- **Task statement**
Pull every line with the word "body" out of the entries below.

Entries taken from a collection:

┌────────

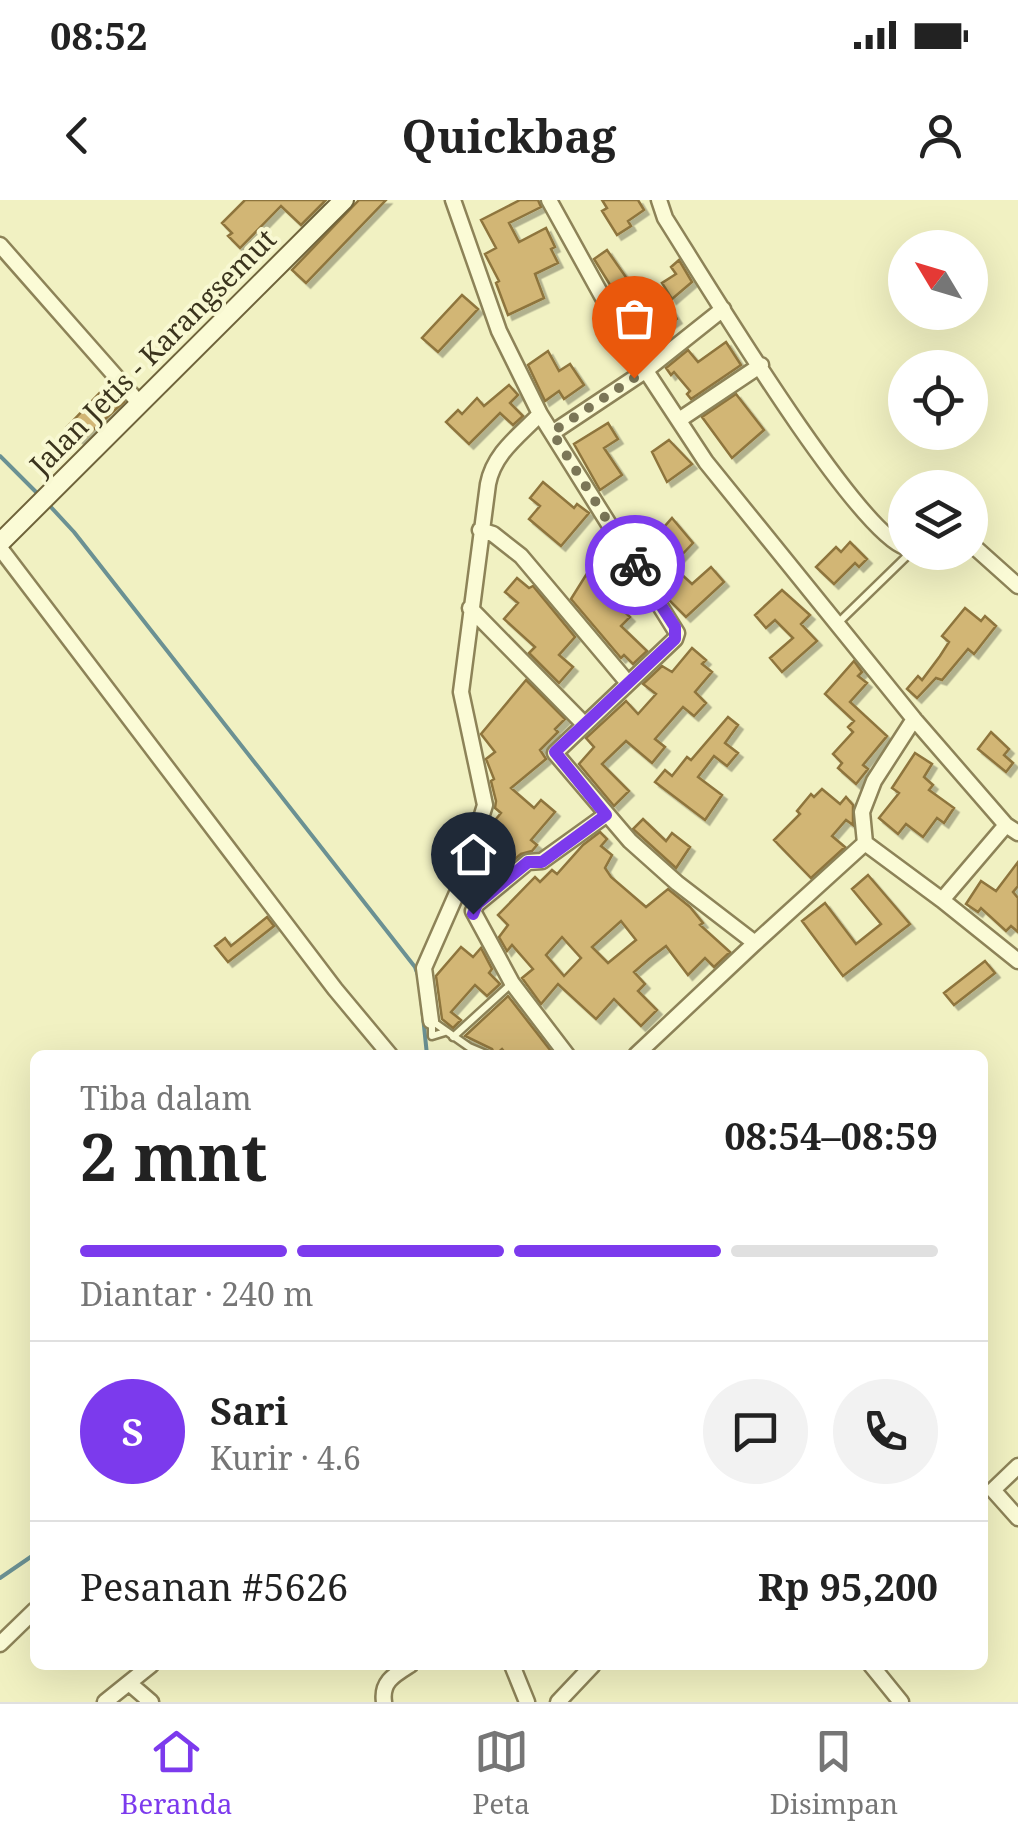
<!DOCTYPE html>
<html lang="id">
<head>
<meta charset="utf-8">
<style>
  :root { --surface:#fff; --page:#f2f2f2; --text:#222; --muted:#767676; --line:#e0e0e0; --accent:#7c3aed }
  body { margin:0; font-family:"Noto Serif",serif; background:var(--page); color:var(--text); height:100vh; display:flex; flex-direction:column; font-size:38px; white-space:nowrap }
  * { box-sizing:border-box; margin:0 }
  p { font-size:32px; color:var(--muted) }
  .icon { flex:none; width:55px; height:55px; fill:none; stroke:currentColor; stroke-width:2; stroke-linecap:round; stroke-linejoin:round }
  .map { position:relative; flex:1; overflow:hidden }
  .sheet { position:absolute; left:30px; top:850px; width:958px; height:620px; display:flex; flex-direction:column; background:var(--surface); border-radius:15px; box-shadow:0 10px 40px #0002 }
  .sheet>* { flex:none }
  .needle { width:65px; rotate:308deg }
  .fabs { position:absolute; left:888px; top:30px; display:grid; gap:20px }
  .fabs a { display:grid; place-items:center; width:100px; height:100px; border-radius:50%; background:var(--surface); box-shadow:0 10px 40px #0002; font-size:50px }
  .pin { position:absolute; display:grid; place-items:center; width:85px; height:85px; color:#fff; margin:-102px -42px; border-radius:50% 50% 50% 0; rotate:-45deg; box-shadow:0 0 10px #0007 }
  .pin .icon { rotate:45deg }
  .courier { position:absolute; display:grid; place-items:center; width:100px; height:100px; margin:-50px; border:8px solid #7c3aed; border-radius:50%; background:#fff; color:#222; box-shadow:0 2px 12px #0007 }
  .overview em { font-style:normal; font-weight:700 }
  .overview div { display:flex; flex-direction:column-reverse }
  .overview { display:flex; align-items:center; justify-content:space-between; height:170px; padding:0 50px }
  h1 { font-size:65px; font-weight:700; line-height:75px }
  .bar { display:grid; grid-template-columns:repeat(4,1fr); gap:15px 10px; align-content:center; height:120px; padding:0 50px }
  .bar i { height:12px; border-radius:8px; background:var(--line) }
  .bar .on { background:var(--accent) }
  .bar p { grid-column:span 4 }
  .line { display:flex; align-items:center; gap:25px; padding:0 50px; border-top:2px solid var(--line) }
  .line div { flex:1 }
  .round { display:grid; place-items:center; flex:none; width:105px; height:105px; border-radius:52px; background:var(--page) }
  .status { display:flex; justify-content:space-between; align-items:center; height:70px; padding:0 50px; background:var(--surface); direction:ltr }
  .status svg { height:28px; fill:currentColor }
  header { display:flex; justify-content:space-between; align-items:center; height:130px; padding:0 50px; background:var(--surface); font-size:45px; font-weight:700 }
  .menu { display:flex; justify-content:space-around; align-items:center; height:140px; border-top:2px solid var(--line); background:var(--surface); font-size:28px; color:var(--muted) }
  .menu a { display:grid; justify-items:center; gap:5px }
  .menu .on { color:var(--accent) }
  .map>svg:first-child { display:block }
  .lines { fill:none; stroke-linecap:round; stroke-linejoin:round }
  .stream { stroke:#6b9193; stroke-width:4 }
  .building { fill:#d2b675; stroke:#8e743c; stroke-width:2.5; fill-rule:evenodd; filter:url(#shadow) }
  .lane-casing { stroke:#8d8358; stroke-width:11 }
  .street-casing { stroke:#8d8358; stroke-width:19 }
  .secondary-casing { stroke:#6f633b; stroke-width:22 }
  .lane { stroke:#fbfbd6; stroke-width:6 }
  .street { stroke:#fbfbd6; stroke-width:14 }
  .secondary { stroke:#fbfbd6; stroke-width:18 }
  .done { stroke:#7b7657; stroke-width:10; stroke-dasharray:0 18 }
  .route { stroke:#7c3aed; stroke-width:12 }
  .labels { text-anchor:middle; stroke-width:8; stroke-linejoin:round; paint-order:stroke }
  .street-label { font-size:28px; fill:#3b341d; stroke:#f8f8d2 }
</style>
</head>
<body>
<div class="status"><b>08:52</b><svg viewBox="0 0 49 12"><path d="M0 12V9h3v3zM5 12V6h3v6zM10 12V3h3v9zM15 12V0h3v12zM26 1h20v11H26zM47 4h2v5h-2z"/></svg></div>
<header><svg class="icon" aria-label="back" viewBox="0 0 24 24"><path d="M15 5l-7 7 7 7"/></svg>Quickbag<svg class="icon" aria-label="person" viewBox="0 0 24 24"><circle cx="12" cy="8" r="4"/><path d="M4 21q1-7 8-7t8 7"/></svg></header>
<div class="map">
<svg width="1018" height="1502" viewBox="0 0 1018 1502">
  <defs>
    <filter id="shadow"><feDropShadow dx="4.5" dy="4.5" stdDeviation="0" flood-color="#0004"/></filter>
  </defs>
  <rect width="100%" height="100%" fill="#f1f1c2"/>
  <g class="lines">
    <path class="stream" d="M0 256 39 295
      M49 305 74 332 415 767 419 778
      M421 797 427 855
      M0 1378 35 1354"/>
  </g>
  <path class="building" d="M245 0H326L301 25 281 6 240 48 228 36 232 33 222 23Z
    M359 0H386L306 83 292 70Z
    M520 0H538L541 7 509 23 519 42 546 28 555 47 551 49 558 63 535 74 544 98 508 115 496 83 499 81 485 54 496 48 481 20Z
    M602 0H638L644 10 628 21 631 26 617 35 602 11 607 8Z
    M607 50 646 106 663 97 677 119 668 125 661 114 644 123 631 98 622 104 594 59Z
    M679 60 692 82 672 99 662 83 676 74 671 67Z
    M462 95 478 109 438 152 422 138Z
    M726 142 741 165 691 199 687 194 690 191 674 172 671 175 666 168 688 150 698 162Z
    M548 151 559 171 570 164 584 185 564 199 559 191 545 201 528 165Z
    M108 184 124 202 81 241 67 227Z
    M509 185 518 195 510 203 523 216 513 225 500 213 469 244 446 222 458 210 462 214 477 198 484 206Z
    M736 194 764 230 732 258 702 217Z
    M608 223 618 239 604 248 622 275 600 290 574 244Z
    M669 240 692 264 667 282 652 252Z
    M543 282 574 308 577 304 589 313 561 346 529 319 540 306 530 298Z
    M672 318 693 343 676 361 665 350 670 345 658 334Z
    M850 342 867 359 859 367 855 363 834 384 816 367 836 347 841 352Z
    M614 358 627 374 608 396 630 417 621 426 647 451 633 464 624 455 621 458 571 399 586 375 593 382Z
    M668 362 692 384 711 367 724 382 686 417 669 400 655 377Z
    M517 378 529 388 533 386 575 437 559 455 573 467 559 483 529 453 535 447 504 419 518 403 505 392Z
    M782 390 810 415 801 424 817 441 782 472 770 458 793 438 775 420 766 428 755 415Z
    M965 408 981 421 985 416 996 426 974 454 968 449 942 480 936 478 917 498 907 489 918 476 922 480 940 456 949 442 942 436Z
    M692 448 706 460 702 464 712 472 695 492 706 503 694 516 683 507 655 539 665 547 652 563 626 541 602 564 629 591 614 606 579 564 594 547 586 538 626 501 638 514 656 494 643 484 662 466 672 472Z
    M854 461 862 472 858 476 867 483 850 502 887 536 863 565 868 569 856 584 838 568 842 563 833 554 853 532 848 527 854 521 825 494Z
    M526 480 565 519 555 529 558 532 540 550 546 559 511 588 534 608 541 600 555 612 531 640 537 645 532 651 521 654 504 668 495 661 490 668 479 659 487 635 494 627 491 625 501 613 495 608 496 601 491 581 494 579 486 559 495 552 481 534Z
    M728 517 738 525 725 543 738 553 727 566 714 556 698 577 722 595 705 620 655 582 665 570 672 576 687 557 691 560Z
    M991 532 1009 549 1004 555 1013 563 1006 572 978 549Z
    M915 553 932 564 924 577 933 585 929 590 954 608 944 623 937 618 923 637 906 624 898 634 879 618 899 593 892 588Z
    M822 589 840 604 846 597 853 605V625L846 620 832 636 845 647 811 678 774 640 800 614 797 611 811 594 814 597Z
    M643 619 666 641 672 633 690 647 676 668 633 629Z
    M600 632 607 639 601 646 612 655 605 668 611 677 646 707 668 689 690 707 703 723 700 725 730 752 714 767 705 758 688 775 666 746 649 759 634 772 645 784 638 791 657 810 641 826 614 799 596 819 558 784 541 804 522 778 533 769 512 745 507 751 499 737 508 725 498 715 535 677 540 682 552 670 557 674 583 645ZM621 721 636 740 608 763 592 747ZM562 737 581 758 564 776 546 755Z
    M1018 662V686L1013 692 1018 698V732L1011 726 1006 731 981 708 978 712 966 704 981 681 996 691Z
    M868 675 910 724 843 776 802 721 825 703 856 744 881 724 852 689Z
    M267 717 274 726 228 762 215 746 225 738 231 746Z
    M461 747 473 757 481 748 492 769 489 773 500 784 487 796 475 785 451 812 461 820 453 828 442 819 436 776Z
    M985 761 995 773 954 805 944 793Z
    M508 796 554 855H507L502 849 495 855 492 849 465 836Z"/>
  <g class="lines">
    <defs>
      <path id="lane" d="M837 424 911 352
        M432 821 469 847 488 855
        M432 822V836L445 832
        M453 837 511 784"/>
      <path id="street" d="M453 0 499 131 540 214 677 433 675 439 555 553 630 641 677 683 755 743 865 643 942 700 1006 625 1018 633
        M549 0 629 145 706 262 914 519 1006 625
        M659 0 665 18C702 76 855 331 905 347
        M0 45 140 204
        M679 220 761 165
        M552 233 645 171 723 109
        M480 330 493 334 521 356 628 483
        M970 343 1018 386
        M0 348 335 789 390 855
        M470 408 583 523
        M865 643 862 612 874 581 914 519
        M942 700 1018 761
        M431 821 424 768 460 686 485 605 461 492 488 284C494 253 519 236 540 214
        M567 855 512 783 473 711 477 704 528 662 542 661 606 615
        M636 855 755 743
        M1018 1266 993 1290 1018 1318
        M0 1444 35 1410
        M512 1465 527 1502
        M871 1465 901 1502
        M129 1483 151 1502
        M105 1502 151 1465
        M384 1502C381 1482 394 1475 410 1465
        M558 1502 593 1465"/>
      <path id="secondary" d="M0 343 344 0"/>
    </defs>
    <use href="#lane" class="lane-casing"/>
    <use href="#street" class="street-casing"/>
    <use href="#secondary" class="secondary-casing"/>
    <use href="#lane" class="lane"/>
    <use href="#street" class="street"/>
    <use href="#secondary" class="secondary"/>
  </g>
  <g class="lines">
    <path class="done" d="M634 178 552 232 635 365"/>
    <path class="route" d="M473 714 477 704 528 662H542L606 615 555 552 675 439V427L635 365"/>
  </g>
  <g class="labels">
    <g class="street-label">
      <text transform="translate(153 152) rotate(-45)" y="10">Jalan Jetis - Karangsemut</text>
    </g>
  </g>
</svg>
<div class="fabs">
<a><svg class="needle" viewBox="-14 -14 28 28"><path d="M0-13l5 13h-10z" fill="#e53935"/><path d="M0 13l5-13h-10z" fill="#767676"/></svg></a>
<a><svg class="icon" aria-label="locate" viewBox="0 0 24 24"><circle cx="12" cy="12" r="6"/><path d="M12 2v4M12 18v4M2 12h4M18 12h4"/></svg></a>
<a><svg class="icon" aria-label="layers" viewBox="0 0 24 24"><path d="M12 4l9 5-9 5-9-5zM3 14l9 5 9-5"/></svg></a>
</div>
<div class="pin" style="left:634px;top:178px;background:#ea580c"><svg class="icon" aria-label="bag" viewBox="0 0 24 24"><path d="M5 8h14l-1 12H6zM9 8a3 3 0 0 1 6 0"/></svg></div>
<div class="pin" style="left:473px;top:714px;background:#1f2937"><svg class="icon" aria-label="home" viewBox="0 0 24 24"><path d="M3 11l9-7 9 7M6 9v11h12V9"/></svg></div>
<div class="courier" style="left:635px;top:365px"><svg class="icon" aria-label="bike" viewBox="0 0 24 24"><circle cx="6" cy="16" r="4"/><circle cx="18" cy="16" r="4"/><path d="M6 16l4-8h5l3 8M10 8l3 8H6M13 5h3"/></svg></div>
<section class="sheet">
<div class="overview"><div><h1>2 mnt</h1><p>Tiba dalam</p></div><em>08:54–08:59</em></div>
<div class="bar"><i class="on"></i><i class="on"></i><i class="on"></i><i></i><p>Diantar · 240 m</p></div>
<div class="line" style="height:180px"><b class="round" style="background:var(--accent);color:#fff">S</b><div><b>Sari</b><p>Kurir · 4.6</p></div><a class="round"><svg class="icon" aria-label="chat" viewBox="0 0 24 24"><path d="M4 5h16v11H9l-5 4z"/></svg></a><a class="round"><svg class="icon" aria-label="phone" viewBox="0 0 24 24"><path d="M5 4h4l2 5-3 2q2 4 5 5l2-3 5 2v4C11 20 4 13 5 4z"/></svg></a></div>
<div class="line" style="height:130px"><div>Pesanan #5626</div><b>Rp 95,200</b></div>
</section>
</div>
<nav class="menu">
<a class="on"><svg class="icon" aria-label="home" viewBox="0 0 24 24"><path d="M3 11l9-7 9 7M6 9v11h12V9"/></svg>Beranda</a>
<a><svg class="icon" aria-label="map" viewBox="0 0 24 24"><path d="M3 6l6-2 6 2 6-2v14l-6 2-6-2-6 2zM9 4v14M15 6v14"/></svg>Peta</a>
<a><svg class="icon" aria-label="saved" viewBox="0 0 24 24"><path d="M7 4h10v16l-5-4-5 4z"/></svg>Disimpan</a>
</nav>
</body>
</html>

└────────

- **Solution**
  body { margin:0; font-family:"Noto Serif",serif; background:var(--page); color:var(--text); height:100vh; display:flex; flex-direction:column; font-size:38px; white-space:nowrap }
<body>
</body>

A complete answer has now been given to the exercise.